Why would a school bathroom policy be implemented that denied basic student needs? Because students are for schools, not vice versa.

According to a mother, her ten-year-old girl is constantly having accidents now, after she basically injured herself trying to force her body to accommodate school policy.

The video above and the print version of the story at the local Fox 5 affiliate both end the same way:

A San Diego Unified School District representative said no one from Loma Portal Elementary could comment because it is spring break, but the safety and health of students is the school’s top priority.

The growth of the power and wealth of the members of the teacher’s union is the school’s top priority. Everyone knows it. The students are for the school, not the school for the students. Otherwise, teachers would never have been permitted to unionize in the first place.
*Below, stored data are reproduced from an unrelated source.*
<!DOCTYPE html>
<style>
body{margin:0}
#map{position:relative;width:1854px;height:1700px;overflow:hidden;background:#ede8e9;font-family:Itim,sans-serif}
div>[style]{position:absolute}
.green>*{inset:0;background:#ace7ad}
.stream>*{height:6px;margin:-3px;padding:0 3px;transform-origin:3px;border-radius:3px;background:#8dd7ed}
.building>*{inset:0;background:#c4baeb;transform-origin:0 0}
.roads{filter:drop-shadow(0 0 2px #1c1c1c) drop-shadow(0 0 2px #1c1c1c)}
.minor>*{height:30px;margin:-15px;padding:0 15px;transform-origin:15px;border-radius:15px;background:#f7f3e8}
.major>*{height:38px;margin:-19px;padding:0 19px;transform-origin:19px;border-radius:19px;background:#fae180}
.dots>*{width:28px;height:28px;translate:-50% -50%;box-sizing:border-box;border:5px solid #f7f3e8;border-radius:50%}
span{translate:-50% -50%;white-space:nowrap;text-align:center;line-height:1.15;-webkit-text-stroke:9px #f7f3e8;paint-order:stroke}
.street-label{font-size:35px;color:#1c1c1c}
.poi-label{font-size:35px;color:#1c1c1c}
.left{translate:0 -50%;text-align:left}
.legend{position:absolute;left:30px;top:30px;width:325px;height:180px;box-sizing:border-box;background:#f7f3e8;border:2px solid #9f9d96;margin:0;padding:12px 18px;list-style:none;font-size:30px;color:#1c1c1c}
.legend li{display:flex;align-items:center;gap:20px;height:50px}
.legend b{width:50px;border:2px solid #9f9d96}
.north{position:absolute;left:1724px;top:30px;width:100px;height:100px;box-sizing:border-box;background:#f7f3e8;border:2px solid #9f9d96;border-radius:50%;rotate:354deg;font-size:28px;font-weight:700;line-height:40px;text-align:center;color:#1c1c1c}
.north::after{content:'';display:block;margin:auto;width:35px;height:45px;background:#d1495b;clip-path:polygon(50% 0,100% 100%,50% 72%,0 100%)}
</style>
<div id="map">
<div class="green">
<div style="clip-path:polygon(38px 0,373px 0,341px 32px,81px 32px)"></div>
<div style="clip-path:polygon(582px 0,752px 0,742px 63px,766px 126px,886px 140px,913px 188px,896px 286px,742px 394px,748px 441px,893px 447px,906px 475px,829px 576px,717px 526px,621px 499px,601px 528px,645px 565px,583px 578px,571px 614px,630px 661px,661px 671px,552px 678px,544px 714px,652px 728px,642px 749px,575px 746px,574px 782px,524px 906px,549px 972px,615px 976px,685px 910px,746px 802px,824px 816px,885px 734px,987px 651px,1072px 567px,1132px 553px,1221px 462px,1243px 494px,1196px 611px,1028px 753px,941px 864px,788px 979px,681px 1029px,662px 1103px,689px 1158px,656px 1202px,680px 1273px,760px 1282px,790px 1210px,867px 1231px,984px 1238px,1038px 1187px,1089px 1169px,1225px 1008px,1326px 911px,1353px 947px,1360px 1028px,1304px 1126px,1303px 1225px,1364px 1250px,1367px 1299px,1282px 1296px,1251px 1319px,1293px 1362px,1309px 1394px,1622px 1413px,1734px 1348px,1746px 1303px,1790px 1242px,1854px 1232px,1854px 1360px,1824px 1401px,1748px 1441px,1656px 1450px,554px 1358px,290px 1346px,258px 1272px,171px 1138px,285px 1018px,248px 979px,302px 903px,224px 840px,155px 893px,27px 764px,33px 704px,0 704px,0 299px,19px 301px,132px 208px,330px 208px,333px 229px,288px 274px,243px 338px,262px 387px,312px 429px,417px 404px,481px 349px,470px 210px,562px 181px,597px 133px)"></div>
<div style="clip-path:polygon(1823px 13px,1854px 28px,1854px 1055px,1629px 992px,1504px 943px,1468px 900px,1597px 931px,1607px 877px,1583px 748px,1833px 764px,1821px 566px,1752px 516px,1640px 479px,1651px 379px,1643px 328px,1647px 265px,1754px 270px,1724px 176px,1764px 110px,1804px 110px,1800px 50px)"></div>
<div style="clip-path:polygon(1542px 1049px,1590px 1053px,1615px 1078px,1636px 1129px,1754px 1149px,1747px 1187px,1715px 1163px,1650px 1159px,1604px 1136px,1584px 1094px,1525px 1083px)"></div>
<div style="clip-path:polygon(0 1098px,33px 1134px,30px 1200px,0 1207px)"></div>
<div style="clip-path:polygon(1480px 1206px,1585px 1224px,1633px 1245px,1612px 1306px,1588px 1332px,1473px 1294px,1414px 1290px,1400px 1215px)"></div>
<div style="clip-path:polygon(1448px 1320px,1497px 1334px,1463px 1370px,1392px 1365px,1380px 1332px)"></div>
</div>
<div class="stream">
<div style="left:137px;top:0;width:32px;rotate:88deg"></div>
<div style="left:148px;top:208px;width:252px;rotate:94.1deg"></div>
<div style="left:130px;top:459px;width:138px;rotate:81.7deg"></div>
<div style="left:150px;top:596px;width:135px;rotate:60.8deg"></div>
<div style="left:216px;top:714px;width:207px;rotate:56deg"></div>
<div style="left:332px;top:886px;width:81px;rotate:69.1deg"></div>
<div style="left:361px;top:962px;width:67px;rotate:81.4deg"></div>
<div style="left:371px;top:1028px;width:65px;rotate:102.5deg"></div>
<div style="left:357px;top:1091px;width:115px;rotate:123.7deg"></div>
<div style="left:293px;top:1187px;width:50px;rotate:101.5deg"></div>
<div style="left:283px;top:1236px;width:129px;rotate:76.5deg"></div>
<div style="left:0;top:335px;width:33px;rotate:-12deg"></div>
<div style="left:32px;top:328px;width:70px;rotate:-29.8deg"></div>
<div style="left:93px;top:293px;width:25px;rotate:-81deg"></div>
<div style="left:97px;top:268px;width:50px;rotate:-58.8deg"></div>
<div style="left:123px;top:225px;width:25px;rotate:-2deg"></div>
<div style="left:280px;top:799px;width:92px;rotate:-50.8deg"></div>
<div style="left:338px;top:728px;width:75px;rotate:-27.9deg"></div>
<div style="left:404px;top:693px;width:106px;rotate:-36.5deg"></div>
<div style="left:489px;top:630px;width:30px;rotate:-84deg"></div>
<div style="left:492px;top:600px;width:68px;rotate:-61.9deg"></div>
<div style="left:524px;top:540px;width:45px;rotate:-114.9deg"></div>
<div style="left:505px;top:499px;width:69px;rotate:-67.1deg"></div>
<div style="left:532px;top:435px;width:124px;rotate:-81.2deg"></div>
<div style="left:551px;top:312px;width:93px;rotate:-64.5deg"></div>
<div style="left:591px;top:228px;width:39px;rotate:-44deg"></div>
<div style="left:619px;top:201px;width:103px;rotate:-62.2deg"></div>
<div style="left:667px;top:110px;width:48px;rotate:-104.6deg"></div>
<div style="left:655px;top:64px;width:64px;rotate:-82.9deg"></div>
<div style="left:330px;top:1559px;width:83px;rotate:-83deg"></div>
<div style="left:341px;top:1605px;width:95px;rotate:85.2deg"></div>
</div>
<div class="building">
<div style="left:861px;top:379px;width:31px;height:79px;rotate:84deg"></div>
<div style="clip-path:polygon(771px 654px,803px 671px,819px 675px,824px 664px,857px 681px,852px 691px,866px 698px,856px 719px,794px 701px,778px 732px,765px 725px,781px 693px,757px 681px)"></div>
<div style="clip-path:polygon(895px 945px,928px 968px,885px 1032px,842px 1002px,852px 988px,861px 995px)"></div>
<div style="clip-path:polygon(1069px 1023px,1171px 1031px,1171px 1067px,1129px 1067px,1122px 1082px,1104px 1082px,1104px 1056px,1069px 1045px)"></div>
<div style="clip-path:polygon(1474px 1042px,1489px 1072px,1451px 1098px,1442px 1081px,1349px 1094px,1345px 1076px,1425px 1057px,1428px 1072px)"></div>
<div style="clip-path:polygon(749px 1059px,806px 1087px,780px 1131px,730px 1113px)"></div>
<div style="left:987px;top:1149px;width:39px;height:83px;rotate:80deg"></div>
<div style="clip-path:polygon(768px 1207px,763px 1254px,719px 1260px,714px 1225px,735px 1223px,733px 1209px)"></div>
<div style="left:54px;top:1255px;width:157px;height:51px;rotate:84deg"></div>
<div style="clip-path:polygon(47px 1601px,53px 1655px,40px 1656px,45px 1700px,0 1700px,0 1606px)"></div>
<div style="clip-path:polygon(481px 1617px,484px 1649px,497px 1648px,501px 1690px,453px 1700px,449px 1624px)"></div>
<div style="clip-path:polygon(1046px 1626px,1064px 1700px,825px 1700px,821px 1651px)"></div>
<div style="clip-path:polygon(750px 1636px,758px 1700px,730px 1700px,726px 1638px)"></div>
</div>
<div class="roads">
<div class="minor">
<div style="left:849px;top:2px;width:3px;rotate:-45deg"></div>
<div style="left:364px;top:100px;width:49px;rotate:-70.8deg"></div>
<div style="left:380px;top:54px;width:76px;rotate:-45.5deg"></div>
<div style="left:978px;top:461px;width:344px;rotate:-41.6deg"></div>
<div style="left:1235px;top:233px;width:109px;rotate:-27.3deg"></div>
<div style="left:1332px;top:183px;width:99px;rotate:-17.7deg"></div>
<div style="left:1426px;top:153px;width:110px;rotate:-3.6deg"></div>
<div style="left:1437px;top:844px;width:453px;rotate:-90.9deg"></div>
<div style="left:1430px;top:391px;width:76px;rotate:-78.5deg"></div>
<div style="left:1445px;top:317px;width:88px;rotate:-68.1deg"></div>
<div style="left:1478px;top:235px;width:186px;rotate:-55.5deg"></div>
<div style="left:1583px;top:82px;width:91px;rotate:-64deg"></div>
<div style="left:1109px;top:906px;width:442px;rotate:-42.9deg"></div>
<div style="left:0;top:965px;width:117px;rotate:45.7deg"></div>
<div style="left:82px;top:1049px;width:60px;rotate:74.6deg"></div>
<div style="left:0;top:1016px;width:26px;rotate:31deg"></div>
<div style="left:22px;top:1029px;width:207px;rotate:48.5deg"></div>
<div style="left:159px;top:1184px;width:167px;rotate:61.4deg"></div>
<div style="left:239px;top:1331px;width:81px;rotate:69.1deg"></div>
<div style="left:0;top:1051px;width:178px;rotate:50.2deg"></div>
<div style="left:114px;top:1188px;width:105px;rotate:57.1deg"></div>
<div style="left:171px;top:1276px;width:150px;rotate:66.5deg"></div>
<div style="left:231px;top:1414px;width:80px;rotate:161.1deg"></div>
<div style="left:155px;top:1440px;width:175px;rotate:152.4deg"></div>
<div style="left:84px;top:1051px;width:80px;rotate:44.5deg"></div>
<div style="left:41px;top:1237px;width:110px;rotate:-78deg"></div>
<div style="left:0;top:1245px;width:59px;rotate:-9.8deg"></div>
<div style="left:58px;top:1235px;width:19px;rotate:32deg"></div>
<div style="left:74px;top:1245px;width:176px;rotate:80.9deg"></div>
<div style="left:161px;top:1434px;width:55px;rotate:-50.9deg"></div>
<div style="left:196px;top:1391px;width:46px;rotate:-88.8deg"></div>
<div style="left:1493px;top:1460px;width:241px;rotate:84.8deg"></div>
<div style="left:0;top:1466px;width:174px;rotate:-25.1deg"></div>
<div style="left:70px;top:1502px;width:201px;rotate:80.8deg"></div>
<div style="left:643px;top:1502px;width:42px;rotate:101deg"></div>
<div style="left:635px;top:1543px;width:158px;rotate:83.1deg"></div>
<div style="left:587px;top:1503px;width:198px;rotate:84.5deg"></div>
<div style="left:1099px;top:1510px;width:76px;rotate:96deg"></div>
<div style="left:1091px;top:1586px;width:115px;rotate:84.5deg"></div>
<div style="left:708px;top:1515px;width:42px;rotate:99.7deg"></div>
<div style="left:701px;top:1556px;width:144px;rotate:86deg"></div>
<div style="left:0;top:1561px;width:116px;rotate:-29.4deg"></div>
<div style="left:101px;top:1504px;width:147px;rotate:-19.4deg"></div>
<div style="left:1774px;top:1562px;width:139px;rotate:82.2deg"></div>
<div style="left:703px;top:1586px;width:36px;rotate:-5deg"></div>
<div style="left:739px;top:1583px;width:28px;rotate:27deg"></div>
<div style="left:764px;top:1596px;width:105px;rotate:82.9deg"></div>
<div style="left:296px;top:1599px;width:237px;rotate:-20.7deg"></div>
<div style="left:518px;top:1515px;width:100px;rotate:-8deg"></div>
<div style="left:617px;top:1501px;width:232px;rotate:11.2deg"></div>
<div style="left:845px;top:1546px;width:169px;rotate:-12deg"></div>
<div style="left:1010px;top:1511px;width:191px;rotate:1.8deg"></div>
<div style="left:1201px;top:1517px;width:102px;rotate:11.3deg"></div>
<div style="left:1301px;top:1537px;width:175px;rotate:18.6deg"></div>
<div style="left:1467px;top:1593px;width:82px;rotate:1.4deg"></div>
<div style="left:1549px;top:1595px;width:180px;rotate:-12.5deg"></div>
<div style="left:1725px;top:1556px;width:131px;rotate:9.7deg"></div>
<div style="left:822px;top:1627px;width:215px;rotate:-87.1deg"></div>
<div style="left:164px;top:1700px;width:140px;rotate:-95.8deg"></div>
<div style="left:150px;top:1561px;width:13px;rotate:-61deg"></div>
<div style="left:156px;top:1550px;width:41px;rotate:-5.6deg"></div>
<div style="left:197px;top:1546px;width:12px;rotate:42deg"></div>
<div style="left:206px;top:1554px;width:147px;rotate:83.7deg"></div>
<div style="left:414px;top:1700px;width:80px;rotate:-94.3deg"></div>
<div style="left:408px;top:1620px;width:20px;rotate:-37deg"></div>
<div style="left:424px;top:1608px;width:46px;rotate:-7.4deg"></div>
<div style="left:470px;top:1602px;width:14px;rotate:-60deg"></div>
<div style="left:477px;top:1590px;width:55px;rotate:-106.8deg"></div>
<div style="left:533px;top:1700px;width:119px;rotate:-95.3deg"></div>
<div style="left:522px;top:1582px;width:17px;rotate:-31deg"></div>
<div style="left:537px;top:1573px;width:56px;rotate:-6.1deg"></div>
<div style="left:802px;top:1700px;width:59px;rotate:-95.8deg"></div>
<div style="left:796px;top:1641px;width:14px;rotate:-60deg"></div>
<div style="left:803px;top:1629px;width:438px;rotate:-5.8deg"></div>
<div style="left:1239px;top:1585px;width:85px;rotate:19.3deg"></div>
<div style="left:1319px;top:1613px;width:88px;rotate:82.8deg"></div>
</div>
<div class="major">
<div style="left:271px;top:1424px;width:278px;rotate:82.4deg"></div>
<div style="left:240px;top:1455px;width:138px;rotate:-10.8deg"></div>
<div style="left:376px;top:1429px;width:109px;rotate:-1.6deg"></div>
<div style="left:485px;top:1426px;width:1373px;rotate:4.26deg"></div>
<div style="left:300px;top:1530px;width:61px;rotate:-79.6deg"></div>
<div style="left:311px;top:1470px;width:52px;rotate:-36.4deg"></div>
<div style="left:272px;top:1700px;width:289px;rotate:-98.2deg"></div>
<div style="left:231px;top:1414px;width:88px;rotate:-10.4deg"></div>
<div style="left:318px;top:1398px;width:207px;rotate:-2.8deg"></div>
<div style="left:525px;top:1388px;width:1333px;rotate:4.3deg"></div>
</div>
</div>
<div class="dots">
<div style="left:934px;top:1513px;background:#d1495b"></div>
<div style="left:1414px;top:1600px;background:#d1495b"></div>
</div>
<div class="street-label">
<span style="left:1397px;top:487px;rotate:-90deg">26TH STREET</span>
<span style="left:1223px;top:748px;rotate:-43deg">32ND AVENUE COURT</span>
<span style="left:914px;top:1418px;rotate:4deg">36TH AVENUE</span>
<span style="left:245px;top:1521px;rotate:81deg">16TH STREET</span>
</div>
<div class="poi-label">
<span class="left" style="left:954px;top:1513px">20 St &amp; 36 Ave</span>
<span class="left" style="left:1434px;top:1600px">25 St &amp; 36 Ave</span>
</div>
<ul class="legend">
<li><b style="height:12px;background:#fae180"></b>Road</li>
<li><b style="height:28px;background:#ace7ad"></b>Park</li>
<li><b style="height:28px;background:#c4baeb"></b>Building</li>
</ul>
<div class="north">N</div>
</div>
I am not saying that the teacher or principal in this case were malevolent. I’m simply pointing out that student bathroom needs were disruptive to what the teachers wanted. They didn’t decide to hurt school children. They merely assumed that the children would be fine and never considered the possibility that they would be hurt. That is because, “the safety and health of the students” is nowhere near “the school’s top priority.”

Attorney Michael Jeandron said the suit stems from Loma Portal Elementary School’s bathroom policy, which he said has since been lifted.

“Beginning in the 2013-2014 academic school year, Loma Portal Elementary School Principal Glenda Gerde created and enforced a restrictive restroom access policy. Students who exceeded the allotted two passes would not be allowed to use the restroom. Some students were punished with detention if they exceeded their two restroom passes,” Jeandron said.

Thursday, Jeandron filed a civil lawsuit on behalf of his clients, Jamie Barkley and her 10-year-old daughter.  Barkley said the strict bathroom policy was both emotionally and physically painful for her daughter.

“I brought her to the ER, which the doctor suggested, and they did an X-ray and found that she had a blockage of fecal matter up to her ribcage and they had to go in with tubes in her rear end and kind of do an enema,” Barkley said.

Since the procedure, Barkley said her daughter has lost control of her bowel movements and leaks feces without realizing it at times.

“She doesn’t get to do all the things she used to do, like jump on a trampoline because it comes out and she’ll come to me and say, ‘Mom I had an accident. I don’t want to go on the trampoline anymore,’” Barkley said.

According to parents, that child is not the only one having ongoing issues (no pun intended) that were caused by the restrictive bathroom policy.

[See also, “More, Who Can Afford To, Are Leaving Public School.”]

You can say that this is only an anomaly, but how do you know? What if the school had made students suffer, but not to the point that a medical condition was created? Would that be acceptable?

So how do we know how often this kind of thing is happening, only not quite so bad?

The ingredients are in place. You have a group of unionized government workers who demand that all the school children in a regional area be gathered into the school. Then you demand order in that school. What are the chances that such an environment is going to encourage attention to the individual needs of each student?

I think the chances would not be good.